Nella Chiesa di Lecce, l’Ufficio diocesano per l’ecumenismo e il dialogo interreligioso, guidato da don Carlo Santoro, per concomitanza con gli eventi baresi del Primo Simposio delle Chiese cristiane in Italia, ha programmato soltanto due eventi, uno dedicato alla preghiera comune e l’altro alla condivisione fraterna.

Primo appuntamento, martedì 20 gennaio, alle 19, presso la chiesa parrocchiale San Filippo Smaldone in Lecce, con un incontro di preghiera ecumenica che vedrà la partecipazione dell’arcivescovo Angelo Raffaele Panzetta, dei presbiteri e dei pastori delle Chiese cristiane presenti in città.

Secondo e ultimo appuntamento in calendario: domenica 25 gennaio, alle 13, sempre nella stessa parrocchia, il pranzo ecumenico, occasione concreta di fraternità e condivisione, per rendere visibile quella “convivialità delle differenze” che caratterizza il cammino ecumenico. Si condividerà oltre ai piatti tipici della propria tradizione e cultura, anche esperienze di fede e di vita ecclesiale.
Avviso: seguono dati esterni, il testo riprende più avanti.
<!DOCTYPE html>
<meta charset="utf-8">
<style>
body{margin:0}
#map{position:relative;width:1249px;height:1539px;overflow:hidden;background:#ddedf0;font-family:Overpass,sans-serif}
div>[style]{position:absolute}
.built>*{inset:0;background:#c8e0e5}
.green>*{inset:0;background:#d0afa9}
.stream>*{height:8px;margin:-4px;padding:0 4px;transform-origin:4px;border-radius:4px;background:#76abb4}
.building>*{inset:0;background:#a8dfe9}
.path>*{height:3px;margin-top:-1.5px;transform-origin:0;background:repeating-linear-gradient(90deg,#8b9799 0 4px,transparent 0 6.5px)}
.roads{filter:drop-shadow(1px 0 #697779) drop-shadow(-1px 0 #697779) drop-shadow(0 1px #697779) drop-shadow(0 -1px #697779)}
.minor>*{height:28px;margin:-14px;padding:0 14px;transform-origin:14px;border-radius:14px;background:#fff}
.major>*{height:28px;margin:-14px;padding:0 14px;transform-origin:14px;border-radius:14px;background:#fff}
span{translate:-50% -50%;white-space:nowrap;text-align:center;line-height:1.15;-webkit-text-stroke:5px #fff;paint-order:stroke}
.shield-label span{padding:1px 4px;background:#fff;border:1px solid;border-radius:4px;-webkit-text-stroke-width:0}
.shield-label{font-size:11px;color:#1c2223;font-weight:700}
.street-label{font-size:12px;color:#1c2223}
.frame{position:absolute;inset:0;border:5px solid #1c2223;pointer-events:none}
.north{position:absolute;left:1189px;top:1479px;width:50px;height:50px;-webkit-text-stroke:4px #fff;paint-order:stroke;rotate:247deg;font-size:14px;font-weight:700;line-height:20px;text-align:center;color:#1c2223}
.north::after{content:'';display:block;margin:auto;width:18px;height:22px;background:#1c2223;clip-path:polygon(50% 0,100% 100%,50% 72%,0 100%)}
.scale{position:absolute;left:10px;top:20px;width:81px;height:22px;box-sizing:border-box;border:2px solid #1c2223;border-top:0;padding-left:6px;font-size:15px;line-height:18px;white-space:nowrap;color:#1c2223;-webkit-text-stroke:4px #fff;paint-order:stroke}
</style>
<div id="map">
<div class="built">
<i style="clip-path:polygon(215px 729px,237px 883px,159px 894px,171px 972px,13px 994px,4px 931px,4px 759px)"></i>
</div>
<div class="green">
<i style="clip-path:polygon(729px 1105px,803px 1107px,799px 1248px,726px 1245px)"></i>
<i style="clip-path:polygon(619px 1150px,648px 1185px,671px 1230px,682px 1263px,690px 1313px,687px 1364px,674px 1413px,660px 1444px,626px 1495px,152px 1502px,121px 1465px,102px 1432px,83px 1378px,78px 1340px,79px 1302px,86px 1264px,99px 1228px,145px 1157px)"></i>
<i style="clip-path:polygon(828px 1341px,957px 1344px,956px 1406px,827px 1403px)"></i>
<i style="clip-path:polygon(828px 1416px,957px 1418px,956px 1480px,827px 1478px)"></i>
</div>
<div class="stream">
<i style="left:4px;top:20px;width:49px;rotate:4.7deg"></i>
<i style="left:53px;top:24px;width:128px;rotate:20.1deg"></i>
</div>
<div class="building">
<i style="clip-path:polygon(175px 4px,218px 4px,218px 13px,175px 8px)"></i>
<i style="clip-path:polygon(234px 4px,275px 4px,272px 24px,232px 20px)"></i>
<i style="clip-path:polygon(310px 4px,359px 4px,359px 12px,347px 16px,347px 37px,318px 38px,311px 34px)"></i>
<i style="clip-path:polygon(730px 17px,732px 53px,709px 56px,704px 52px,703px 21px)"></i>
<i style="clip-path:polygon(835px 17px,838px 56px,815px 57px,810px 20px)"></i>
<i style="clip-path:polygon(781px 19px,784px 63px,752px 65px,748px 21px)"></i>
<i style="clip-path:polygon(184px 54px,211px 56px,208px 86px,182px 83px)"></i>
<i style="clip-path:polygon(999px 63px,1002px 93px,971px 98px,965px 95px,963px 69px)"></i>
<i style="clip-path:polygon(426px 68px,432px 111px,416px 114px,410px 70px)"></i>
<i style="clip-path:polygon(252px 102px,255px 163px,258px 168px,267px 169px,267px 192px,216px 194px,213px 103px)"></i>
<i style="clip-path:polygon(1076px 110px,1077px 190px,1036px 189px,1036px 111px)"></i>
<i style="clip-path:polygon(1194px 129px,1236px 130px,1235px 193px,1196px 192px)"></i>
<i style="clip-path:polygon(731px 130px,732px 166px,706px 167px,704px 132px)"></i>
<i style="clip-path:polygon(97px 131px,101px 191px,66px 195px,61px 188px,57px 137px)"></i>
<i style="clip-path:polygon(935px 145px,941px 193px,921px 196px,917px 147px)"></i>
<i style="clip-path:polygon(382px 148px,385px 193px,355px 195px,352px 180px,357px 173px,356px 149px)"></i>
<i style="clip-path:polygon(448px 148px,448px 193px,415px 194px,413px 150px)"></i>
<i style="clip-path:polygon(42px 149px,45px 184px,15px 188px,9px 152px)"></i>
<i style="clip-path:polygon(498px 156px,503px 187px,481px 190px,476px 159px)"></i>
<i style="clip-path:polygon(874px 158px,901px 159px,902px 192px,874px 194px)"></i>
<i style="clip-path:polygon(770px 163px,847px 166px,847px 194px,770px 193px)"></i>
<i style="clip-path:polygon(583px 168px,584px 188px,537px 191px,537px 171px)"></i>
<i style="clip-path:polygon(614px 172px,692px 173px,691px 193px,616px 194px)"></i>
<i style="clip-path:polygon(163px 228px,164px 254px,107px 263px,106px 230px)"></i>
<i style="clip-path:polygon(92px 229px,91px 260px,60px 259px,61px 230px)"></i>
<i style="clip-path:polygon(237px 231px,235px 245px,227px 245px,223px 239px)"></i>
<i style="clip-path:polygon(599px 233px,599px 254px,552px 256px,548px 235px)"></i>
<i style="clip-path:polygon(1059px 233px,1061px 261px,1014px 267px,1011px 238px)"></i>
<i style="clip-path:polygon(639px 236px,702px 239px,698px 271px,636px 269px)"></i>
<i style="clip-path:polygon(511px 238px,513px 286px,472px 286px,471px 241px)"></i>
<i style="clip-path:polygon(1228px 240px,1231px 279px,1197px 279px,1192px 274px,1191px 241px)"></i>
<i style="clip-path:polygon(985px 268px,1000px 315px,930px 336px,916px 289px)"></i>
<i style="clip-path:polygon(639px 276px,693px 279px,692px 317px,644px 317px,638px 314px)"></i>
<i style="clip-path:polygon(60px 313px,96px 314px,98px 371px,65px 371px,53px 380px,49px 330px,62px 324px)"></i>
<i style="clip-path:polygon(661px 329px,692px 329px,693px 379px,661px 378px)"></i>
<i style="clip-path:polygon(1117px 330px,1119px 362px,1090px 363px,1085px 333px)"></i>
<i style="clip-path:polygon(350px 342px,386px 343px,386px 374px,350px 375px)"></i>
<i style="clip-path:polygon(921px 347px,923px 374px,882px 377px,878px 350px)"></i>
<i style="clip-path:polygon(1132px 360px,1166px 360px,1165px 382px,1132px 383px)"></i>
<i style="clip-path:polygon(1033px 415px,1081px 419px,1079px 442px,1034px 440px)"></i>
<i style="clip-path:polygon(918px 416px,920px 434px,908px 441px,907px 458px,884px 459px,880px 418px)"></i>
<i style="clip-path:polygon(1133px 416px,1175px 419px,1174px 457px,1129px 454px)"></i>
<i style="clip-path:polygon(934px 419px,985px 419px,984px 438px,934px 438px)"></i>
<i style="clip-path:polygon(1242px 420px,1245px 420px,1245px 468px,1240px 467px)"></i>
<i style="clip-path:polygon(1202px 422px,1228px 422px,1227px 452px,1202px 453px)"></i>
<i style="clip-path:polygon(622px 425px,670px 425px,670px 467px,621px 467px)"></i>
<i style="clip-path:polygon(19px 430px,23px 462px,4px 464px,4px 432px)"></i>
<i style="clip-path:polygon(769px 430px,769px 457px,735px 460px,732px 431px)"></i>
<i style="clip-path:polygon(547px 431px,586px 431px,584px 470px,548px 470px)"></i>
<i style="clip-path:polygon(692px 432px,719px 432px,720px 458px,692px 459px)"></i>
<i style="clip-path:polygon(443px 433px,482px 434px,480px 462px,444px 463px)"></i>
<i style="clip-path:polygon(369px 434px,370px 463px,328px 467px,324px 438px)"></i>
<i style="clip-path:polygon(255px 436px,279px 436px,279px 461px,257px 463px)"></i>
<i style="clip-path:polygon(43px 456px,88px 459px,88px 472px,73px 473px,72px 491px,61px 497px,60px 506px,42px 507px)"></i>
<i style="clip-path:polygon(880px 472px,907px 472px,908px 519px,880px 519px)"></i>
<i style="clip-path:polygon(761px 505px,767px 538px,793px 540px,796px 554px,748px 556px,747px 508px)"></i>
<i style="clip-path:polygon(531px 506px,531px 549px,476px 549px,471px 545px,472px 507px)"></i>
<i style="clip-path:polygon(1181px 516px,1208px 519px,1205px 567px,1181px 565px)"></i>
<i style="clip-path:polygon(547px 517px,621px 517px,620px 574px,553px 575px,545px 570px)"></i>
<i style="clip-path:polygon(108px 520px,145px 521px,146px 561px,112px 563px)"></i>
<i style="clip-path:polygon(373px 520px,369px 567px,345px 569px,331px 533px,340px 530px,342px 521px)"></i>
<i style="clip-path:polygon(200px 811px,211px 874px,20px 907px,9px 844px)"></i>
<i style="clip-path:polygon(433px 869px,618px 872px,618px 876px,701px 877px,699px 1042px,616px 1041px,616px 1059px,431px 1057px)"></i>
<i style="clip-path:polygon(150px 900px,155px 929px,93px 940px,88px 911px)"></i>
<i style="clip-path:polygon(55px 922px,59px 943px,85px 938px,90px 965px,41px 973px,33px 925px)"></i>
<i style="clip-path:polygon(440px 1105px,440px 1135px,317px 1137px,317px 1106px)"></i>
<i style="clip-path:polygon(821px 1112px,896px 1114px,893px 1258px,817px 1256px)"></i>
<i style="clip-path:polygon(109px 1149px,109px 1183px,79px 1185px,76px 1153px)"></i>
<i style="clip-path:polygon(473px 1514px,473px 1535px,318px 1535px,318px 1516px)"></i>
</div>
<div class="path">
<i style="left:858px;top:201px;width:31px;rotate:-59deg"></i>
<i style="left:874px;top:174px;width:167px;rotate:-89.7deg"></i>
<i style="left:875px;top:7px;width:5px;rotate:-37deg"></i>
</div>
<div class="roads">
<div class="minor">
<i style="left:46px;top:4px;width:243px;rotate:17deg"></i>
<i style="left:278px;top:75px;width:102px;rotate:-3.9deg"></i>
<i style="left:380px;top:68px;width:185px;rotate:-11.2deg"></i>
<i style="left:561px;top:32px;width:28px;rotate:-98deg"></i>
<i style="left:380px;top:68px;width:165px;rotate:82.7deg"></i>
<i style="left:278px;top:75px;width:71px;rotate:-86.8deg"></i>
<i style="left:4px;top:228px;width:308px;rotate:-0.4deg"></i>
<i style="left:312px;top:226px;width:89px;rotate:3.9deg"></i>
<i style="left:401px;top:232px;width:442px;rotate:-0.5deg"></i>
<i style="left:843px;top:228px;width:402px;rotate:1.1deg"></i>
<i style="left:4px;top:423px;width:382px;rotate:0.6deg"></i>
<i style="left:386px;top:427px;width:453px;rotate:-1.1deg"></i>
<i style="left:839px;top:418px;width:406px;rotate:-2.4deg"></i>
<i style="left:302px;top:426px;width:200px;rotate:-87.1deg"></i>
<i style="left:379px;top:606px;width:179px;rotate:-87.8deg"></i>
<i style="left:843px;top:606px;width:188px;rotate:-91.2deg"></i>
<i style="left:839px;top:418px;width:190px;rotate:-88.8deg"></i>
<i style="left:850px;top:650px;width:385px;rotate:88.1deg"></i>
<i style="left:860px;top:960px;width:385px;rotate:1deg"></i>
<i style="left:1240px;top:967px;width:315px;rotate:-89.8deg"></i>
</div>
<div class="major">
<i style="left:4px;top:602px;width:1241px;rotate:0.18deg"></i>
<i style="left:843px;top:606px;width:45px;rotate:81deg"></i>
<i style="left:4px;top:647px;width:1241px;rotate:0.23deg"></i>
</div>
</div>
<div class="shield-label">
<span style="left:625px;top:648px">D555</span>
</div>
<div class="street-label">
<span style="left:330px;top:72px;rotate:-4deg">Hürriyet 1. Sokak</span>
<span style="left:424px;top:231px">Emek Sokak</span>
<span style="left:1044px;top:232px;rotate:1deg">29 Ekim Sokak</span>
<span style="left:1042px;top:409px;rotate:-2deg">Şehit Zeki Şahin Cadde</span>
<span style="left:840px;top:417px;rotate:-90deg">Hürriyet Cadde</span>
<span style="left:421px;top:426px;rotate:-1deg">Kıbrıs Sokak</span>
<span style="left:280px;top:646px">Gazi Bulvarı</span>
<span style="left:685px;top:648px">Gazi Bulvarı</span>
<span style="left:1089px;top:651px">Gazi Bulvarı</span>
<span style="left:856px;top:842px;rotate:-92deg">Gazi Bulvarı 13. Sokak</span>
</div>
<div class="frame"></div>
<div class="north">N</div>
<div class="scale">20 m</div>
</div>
Come, detto, negli stessi giorni (23 e 24 gennaio), a Bari si svolgerà anche il Primo Simposio delle Chiese cristiane in Italia (LEGGI). Alcuni momenti saranno aperti a tutti: dalla celebrazione inaugurale in cattedrale, all’evento artistico “Frammenti di luce” nella basilica di San Nicola, fino alla Celebrazione ecumenica della Parola che concluderà il Simposio. I momenti salienti potranno essere seguiti anche su Tv2000.

“In un clima di fraternità – scrive la Cei in un comunicato d presentazione dell’evento -, i responsabili e i delegati delle Chiese cristiane rifletteranno sulla ‘Via italiana del dialogo’, confrontandosi sull’ecumenismo come grammatica di pace, come dono per lo spazio pubblico, come cura della spiritualità e come sapienza delle differenze”.